--- Listed entries Enclosed Below ---
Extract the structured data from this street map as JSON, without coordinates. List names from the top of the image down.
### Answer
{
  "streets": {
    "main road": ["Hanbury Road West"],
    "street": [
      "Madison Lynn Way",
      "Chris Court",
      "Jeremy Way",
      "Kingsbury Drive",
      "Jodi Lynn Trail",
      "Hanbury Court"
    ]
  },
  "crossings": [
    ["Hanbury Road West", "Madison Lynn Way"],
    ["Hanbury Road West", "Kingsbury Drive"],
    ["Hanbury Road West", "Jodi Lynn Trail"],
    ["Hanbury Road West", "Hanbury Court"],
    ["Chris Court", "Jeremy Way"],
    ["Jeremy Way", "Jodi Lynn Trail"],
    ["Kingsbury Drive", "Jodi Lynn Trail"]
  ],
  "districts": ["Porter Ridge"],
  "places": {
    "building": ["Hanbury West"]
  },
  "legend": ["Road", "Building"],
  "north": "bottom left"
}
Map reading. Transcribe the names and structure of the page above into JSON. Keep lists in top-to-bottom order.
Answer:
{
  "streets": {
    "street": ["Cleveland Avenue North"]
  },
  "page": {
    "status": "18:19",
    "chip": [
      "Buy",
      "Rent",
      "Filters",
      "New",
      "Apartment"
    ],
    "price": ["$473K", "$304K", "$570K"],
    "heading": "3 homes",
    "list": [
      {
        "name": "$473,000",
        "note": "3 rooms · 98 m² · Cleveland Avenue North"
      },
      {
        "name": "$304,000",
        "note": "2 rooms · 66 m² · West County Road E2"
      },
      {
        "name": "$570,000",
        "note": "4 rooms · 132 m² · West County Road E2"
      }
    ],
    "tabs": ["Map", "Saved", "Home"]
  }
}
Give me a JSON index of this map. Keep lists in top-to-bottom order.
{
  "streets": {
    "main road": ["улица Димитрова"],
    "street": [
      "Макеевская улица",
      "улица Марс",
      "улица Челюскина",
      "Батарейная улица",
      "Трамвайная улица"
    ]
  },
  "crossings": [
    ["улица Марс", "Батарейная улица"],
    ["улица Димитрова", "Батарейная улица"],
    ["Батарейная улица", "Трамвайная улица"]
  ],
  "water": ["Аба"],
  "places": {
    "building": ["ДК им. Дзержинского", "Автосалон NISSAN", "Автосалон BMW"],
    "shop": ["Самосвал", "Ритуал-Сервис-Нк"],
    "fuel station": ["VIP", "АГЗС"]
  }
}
--- End of Enclosed Listed entries ---
List the lines of the entries that include "names".

• Answer for the task:
Extract the structured data from this street map as JSON, without coordinates. List names from the top of the image down.
Map reading. Transcribe the names and structure of the page above into JSON. Keep lists in top-to-bottom order.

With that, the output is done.